New Internationalist 365March 2004
IMF-World Bank / CONSTRUCTIVE ENGAGEMENT
The World Bank has long been confronted with studies documenting the harmful impact of its policies. Normally Bank officials dismiss these critical reports out of hand. But they find it more difficult to challenge the validity of the Structural Adjustment Participatory Review Initiative (SAPRI) because the Bank itself was a full partner in its design and implementation. The damning conclusions of its final report are therefore all the more embarrassing. In the late 1990s the World Bank, under its new President, James Wolfensohn, undertook several initiatives to engage critics in civil society. A familiar pattern emerged from endeavours like the World Commission on Dams. Cheery press releases publicized the launch of each new ‘partnership’, emphasizing the institution’s willingness to work co-operatively with its detractors. Official enthusiasm then waned markedly when the initiatives began to suggest that policy-as-usual was unacceptable. SAPRI was the most thoroughgoing of these engagements. It began in 1996, when non-governmental organizations that had been challenging the Bank negotiated with its management to find a way of evaluating structural adjustment programmes. Ultimately, it was agreed to conduct joint multi-year investigations in Bangladesh, Ecuador, El Salvador, Ghana, Hungary, Mali, Uganda, and Zimbabwe.
‘We saw this as an opportunity to help mobilize and strengthen civil society regardless of the Bank’s response and to hold the Bank accountable,’ says Doug Hellinger, global co-ordinator of the extensive network of grassroots organizations that became known as SAPRIN. Early in the process, difficulties emerged as governments and Bank officials realized that it was unlikely to reflect well on the policies they had implemented. El Salvador’s government went so far as to back out of the review. Interacting with Bank officers, SAPRIN members encountered delays and intransigence. In one instance, the Bank refused, until challenged, to release approximately $200,000 that had been donated to the network by a European government. When the time came for the final presentation of the SAPRI findings, Bank leaders shied away from the major public event to which it had originally committed. Wolfensohn even failed to show up for a smaller roundtable discussion.
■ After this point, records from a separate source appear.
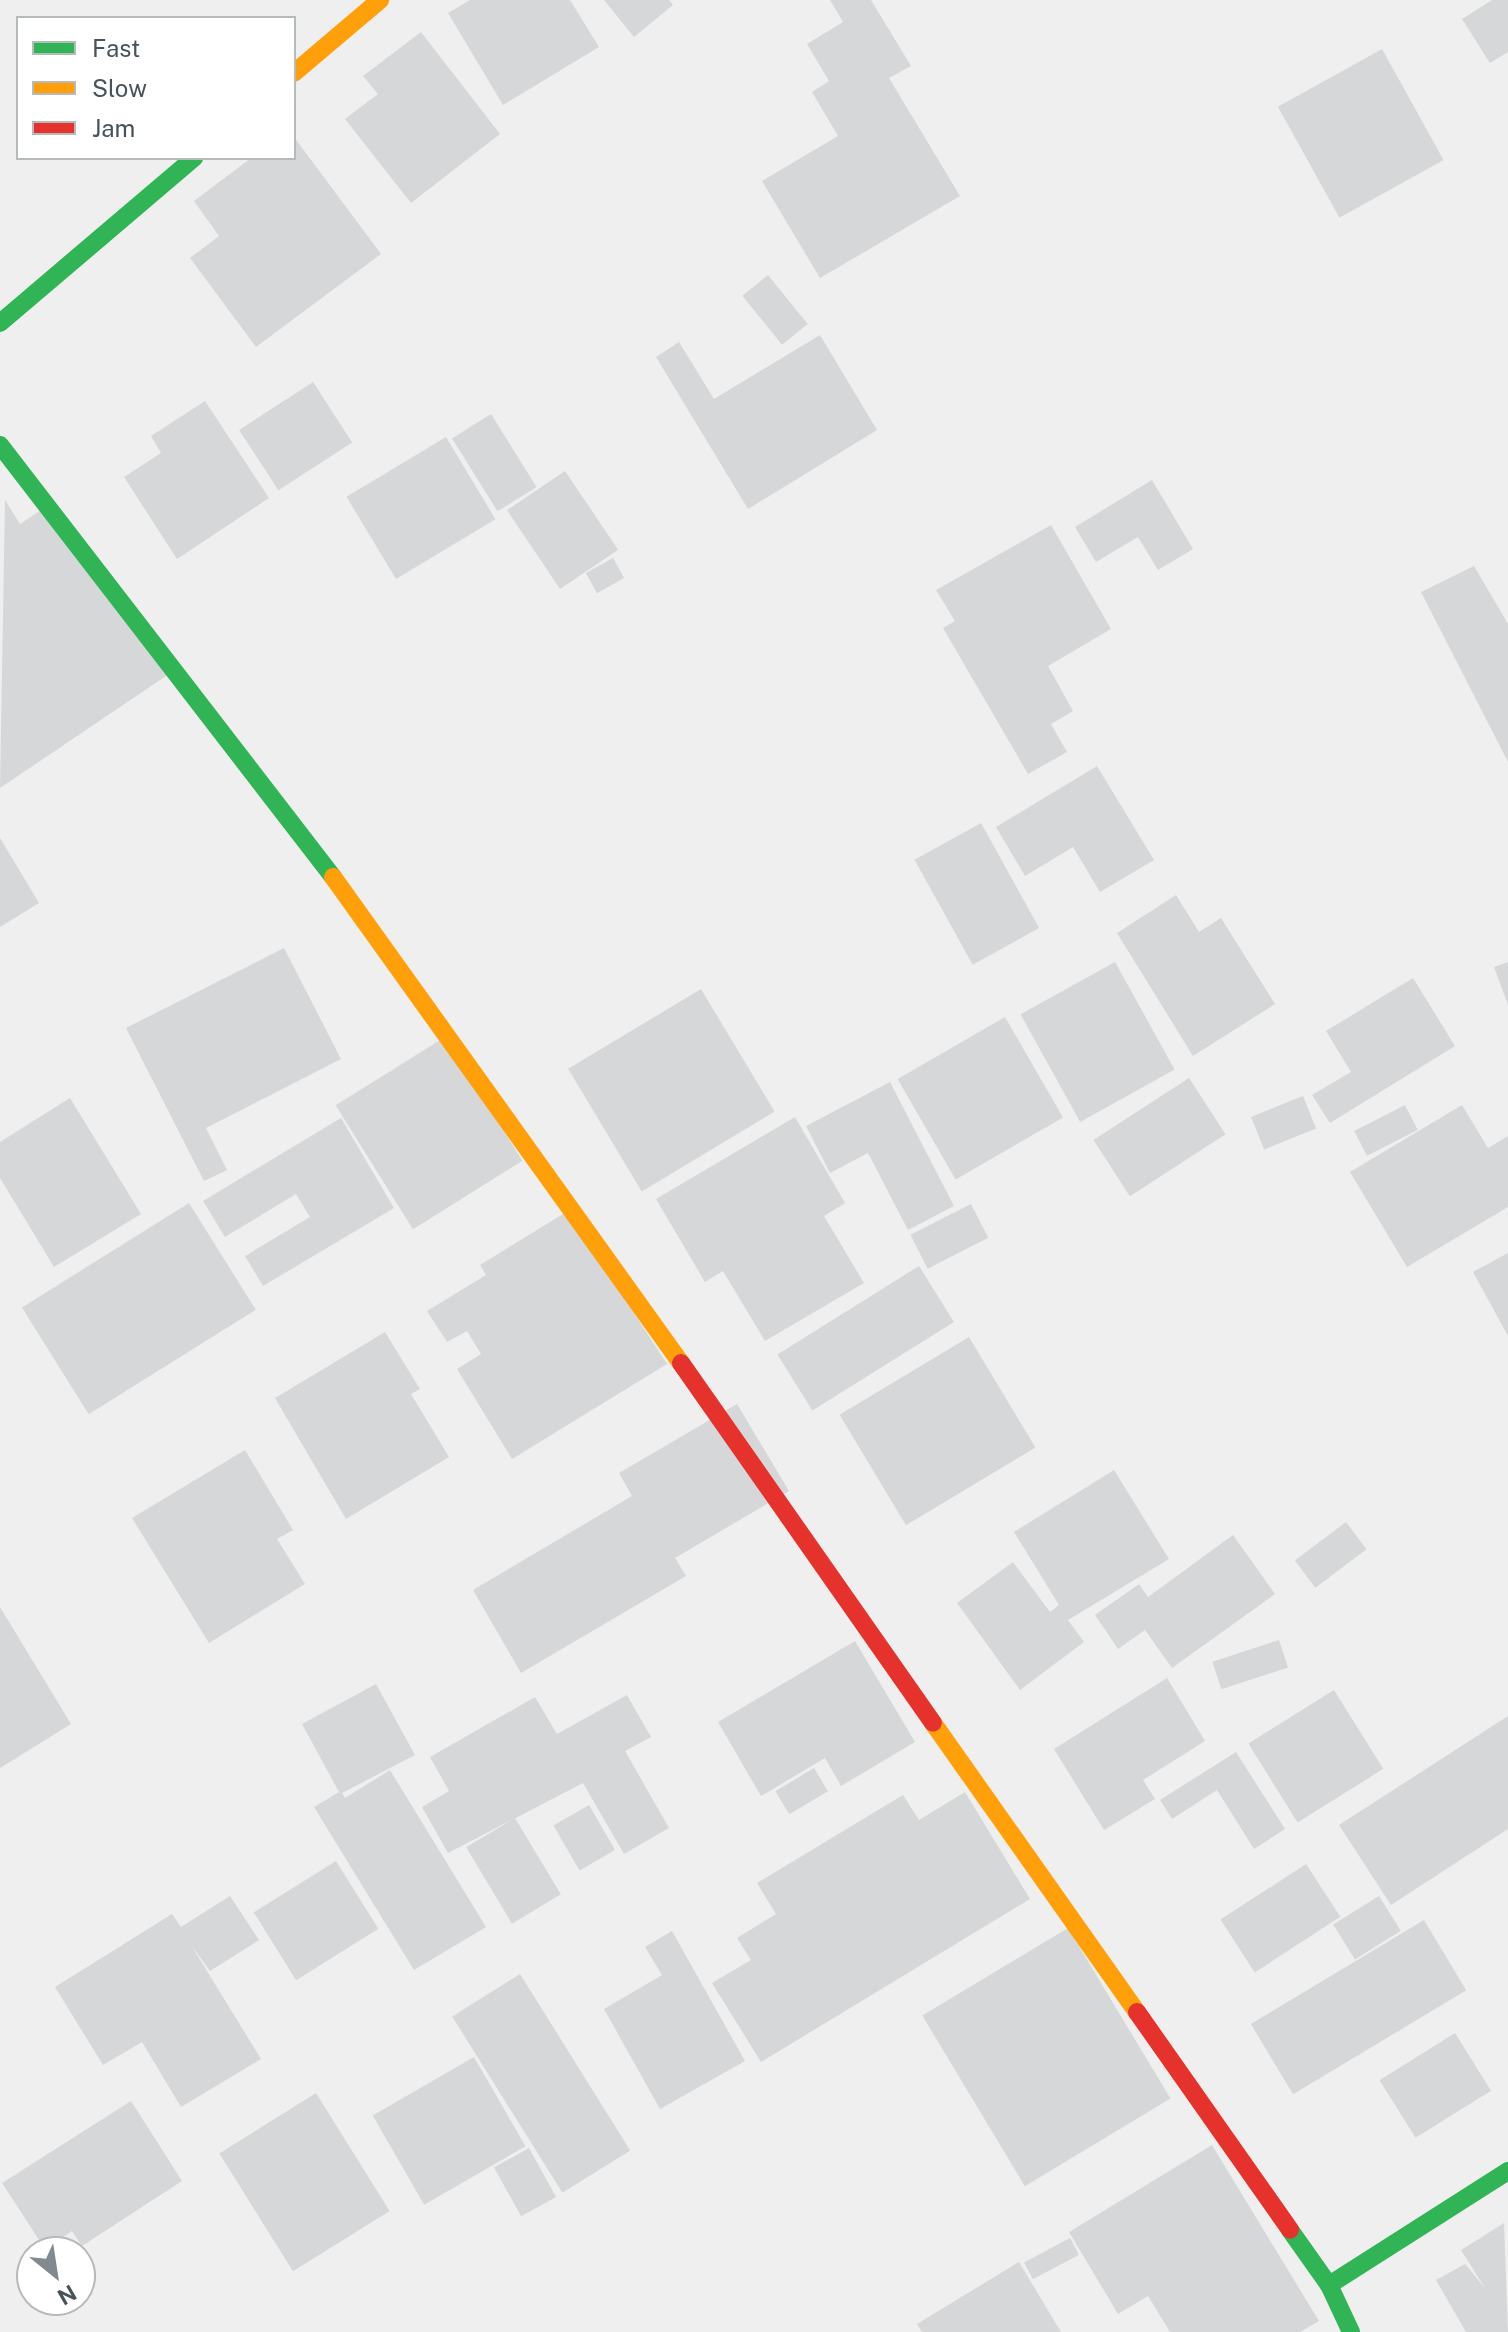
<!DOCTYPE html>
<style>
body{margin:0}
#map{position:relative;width:1508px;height:2332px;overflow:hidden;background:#f0efef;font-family:"Public Sans",sans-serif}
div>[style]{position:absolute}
.building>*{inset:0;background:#d6d7d8;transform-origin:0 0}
.fast>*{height:18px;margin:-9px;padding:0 9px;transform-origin:9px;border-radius:9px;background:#30b455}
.slow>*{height:18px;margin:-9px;padding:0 9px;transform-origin:9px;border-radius:9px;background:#ff9f0a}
.jam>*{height:18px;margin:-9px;padding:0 9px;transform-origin:9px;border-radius:9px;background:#e5322d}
span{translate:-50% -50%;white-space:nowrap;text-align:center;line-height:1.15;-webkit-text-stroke:6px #fff;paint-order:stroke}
.legend{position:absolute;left:16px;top:16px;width:280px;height:144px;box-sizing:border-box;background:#fff;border:2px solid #b5babd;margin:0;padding:10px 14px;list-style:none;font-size:24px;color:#47535b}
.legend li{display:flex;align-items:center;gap:16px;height:40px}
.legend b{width:40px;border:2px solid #b5babd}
.north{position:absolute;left:16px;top:2236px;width:80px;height:80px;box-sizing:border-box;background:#fff;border:2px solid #b5babd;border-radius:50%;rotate:150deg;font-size:22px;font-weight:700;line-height:32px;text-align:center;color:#47535b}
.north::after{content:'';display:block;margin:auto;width:28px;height:36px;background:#828a8f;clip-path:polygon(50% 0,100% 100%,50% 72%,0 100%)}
</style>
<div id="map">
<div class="building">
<i style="clip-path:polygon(470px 0,570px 0,599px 47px,503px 105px,448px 13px)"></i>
<i style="clip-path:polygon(604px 0,669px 0,673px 5px,634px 37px)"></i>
<i style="clip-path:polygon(830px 0,871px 0,911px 66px,889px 78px,960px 196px,820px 278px,762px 181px,838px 136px,812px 92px,829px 81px,807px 44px,843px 22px)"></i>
<i style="clip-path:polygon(1492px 0,1508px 0,1508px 52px,1490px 63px,1462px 19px)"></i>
<i style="clip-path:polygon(421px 32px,500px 134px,411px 203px,345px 119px,378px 94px,363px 76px)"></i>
<i style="left:1382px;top:49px;width:127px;height:119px;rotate:61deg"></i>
<i style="clip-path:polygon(294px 137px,381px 254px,256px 347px,190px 258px,219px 236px,194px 201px,251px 158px,294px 158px)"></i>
<i style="left:768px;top:275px;width:63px;height:33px;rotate:51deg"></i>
<i style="clip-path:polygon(820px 335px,877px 430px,748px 509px,656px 357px,679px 342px,714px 399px)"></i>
<i style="left:313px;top:382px;width:72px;height:88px;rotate:57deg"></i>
<i style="clip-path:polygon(205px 401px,269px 498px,177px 559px,124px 477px,161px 453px,151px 436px)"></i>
<i style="left:491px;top:414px;width:86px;height:46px;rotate:58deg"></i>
<i style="left:446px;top:437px;width:96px;height:116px;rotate:59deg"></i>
<i style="left:565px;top:471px;width:95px;height:70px;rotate:56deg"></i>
<i style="clip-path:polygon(1152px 480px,1193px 549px,1158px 570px,1138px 537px,1096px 562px,1075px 527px)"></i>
<i style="clip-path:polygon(5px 500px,20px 524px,53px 502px,169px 674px,0 788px)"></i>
<i style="clip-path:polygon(1051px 525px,1111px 629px,1048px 666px,1073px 711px,1051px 724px,1067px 752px,1028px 774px,943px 628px,955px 621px,936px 590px)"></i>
<i style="left:613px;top:558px;width:23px;height:31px;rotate:61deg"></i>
<i style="clip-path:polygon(1474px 566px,1508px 624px,1508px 762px,1421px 592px)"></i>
<i style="clip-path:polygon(1097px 766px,1154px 860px,1100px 892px,1073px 847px,1025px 876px,996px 827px)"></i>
<i style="left:981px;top:823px;width:120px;height:76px;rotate:61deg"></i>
<i style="clip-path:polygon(0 838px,39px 903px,0 927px)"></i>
<i style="clip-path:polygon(1176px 895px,1199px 932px,1221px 918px,1275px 1004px,1193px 1056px,1117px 933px)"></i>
<i style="clip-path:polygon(284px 948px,341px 1059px,206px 1128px,227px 1170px,204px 1181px,126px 1028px)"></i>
<i style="left:1115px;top:962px;width:123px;height:108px;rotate:61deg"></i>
<i style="clip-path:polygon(1508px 962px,1508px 1005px,1494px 967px)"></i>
<i style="clip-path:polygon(1413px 978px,1455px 1046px,1330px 1123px,1312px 1095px,1351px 1072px,1326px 1031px)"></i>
<i style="left:701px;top:989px;width:143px;height:155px;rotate:59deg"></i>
<i style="left:1005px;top:1017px;width:116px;height:124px;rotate:60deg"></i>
<i style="left:445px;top:1037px;width:146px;height:129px;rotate:58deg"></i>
<i style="left:1189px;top:1078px;width:67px;height:114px;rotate:57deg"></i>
<i style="clip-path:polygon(890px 1082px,954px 1206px,908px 1230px,868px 1153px,830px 1173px,806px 1126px)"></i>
<i style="left:1303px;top:1096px;width:35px;height:56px;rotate:68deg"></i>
<i style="clip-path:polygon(70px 1098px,141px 1214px,54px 1267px,0 1178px,0 1142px)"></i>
<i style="left:1405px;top:1105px;width:28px;height:57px;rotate:63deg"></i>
<i style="clip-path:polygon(1462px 1105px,1488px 1148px,1508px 1136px,1508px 1207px,1407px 1267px,1350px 1172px)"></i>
<i style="clip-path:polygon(795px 1117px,845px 1203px,824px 1216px,864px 1283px,765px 1341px,723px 1271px,705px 1282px,656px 1199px)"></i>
<i style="clip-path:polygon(341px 1118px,394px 1208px,263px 1286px,245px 1256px,310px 1217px,296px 1194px,225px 1237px,203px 1201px)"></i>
<i style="left:189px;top:1203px;width:126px;height:197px;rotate:58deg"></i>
<i style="left:971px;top:1204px;width:38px;height:68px;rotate:63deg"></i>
<i style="clip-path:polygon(568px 1211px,667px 1364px,512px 1459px,457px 1369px,481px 1354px,467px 1331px,447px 1342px,427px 1311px,486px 1275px,480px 1265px)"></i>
<i style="clip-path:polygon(1508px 1253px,1508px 1336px,1473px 1272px)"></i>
<i style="left:919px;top:1266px;width:66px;height:167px;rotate:58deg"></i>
<i style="clip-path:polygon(385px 1332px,420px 1389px,411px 1394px,449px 1457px,346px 1519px,275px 1398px)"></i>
<i style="left:969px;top:1337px;width:129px;height:151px;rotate:59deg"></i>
<i style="clip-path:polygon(737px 1404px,789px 1491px,675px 1558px,686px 1576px,521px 1673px,473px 1590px,632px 1496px,619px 1473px)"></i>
<i style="clip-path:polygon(245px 1450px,293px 1530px,277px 1539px,305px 1584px,209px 1643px,132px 1518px)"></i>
<i style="clip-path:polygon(1114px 1470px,1169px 1559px,1068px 1620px,1084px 1642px,1020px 1690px,957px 1603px,1013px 1562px,1050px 1612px,1059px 1605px,1014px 1532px)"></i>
<i style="left:1346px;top:1522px;width:34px;height:64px;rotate:53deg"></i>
<i style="clip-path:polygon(1233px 1535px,1275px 1594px,1172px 1668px,1145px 1630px,1118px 1649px,1095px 1615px,1139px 1584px,1148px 1597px)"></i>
<i style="clip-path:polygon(0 1607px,71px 1724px,0 1768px)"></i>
<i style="left:1279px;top:1640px;width:29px;height:70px;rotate:72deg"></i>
<i style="clip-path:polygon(855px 1641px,915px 1742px,841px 1786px,825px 1758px,761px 1796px,718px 1722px)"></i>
<i style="clip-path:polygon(1167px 1678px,1205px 1741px,1143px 1780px,1155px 1799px,1104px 1830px,1054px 1749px)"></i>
<i style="clip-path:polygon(376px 1684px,415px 1755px,342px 1793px,345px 1798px,390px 1770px,486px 1927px,414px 1970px,314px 1807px,339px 1792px,302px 1724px)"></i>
<i style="left:1334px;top:1690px;width:93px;height:101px;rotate:58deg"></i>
<i style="clip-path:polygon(627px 1695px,651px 1737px,625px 1751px,669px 1828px,624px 1854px,583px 1783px,448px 1853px,422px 1807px,449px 1791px,430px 1757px,535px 1697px,557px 1734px)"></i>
<i style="clip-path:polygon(1508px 1716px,1508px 1829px,1391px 1905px,1339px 1825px)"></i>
<i style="clip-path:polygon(1236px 1752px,1285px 1829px,1254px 1849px,1217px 1790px,1172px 1819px,1160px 1800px)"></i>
<i style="left:814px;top:1768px;width:27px;height:45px;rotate:59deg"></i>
<i style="clip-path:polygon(965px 1792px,1030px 1899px,761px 2062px,712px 1983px,751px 1960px,737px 1938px,776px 1914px,757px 1883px,903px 1795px,919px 1820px)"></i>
<i style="left:589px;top:1805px;width:52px;height:41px;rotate:60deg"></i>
<i style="left:515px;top:1818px;width:89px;height:57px;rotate:59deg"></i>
<i style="left:336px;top:1861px;width:80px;height:97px;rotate:58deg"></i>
<i style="left:1306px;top:1864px;width:63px;height:102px;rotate:57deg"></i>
<i style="clip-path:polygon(230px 1896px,259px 1940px,210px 1971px,191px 1945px,261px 2059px,181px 2107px,142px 2042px,103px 2065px,55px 1987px,172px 1914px,181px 1927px)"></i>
<i style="left:1379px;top:1896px;width:41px;height:54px;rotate:58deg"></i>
<i style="left:1424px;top:1920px;width:82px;height:202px;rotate:59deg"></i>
<i style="left:1068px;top:1928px;width:199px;height:170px;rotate:59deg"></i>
<i style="clip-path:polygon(672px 1931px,745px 2061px,660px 2109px,604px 2009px,662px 1975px,645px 1947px)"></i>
<i style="left:520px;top:1974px;width:208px;height:80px;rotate:58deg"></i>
<i style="left:1455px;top:2033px;width:68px;height:89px;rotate:58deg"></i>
<i style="left:474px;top:2057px;width:103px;height:117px;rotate:60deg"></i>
<i style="left:316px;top:2093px;width:139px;height:114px;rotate:58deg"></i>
<i style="clip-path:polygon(131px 2101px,182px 2181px,82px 2246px,72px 2231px,45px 2249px,2px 2183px)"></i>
<i style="clip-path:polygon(1212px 2145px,1319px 2321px,1300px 2332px,1170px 2332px,1148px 2296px,1118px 2314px,1069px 2232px)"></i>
<i style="left:529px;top:2148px;width:56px;height:40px;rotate:61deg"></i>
<i style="clip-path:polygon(1504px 2223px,1508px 2332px,1466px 2332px,1436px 2280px,1465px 2264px,1485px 2288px,1461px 2250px)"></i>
<i style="left:1070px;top:2238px;width:19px;height:52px;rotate:62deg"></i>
<i style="clip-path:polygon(1019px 2262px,1061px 2332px,922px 2332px,917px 2324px)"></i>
</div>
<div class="fast">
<i style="left:0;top:323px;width:255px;rotate:-40.4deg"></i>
<i style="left:0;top:445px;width:545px;rotate:52.37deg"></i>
<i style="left:1290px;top:2230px;width:67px;rotate:54.7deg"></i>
<i style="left:1329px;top:2285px;width:52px;rotate:64.9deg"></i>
<i style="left:1329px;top:2285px;width:212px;rotate:-32.5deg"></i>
</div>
<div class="slow">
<i style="left:294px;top:73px;width:113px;rotate:-40.3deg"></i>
<i style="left:333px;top:877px;width:598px;rotate:54.4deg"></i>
<i style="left:933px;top:1723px;width:354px;rotate:54.8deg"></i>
</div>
<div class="jam">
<i style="left:681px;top:1363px;width:439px;rotate:55deg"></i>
<i style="left:1137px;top:2012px;width:266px;rotate:54.9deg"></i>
</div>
<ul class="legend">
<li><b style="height:10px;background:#30b455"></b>Fast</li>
<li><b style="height:10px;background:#ff9f0a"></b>Slow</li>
<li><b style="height:10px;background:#e5322d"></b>Jam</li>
</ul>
<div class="north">N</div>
</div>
Lidy Nacpil, who represents the Philippines’ Freedom from Debt Coalition on the SAPRIN steering committee, argued at the time: ‘It is clear that the Bank is incapable, for political and bureaucratic reasons, to hear, much less respond to, the insights and priorities of people around the world affected by its policies.’ After nearly a year of ignoring the findings, media attention on the report forced Wolfensohn back to the table in 2002. In subsequent meetings he acknowledged the findings as ‘important’ and ‘legitimate’ – yet he and his institution have since failed to alter their policies in response. ‘I wouldn’t say we were hopeful, but SAPRIN was willing to take a chance given the critical importance of the issue,’ says Hellinger. ‘In the end, the Bank once again demonstrated, this time quite publicly, that it isn’t about to change course, regardless of the evidence.’
‘There’s no question any more that these policies don’t work,’ says Hellinger. ‘SAPRIN did the Bank a favour. It took their people to another level and showed them a disturbing truth. It also demonstrated how mechanisms could be created through which more appropriate policies could emerge from the knowledge and priorities of the people themselves. We were even willing to give them a second chance when Wolfensohn returned to the table. But they’re simply not willing, or able, to act.’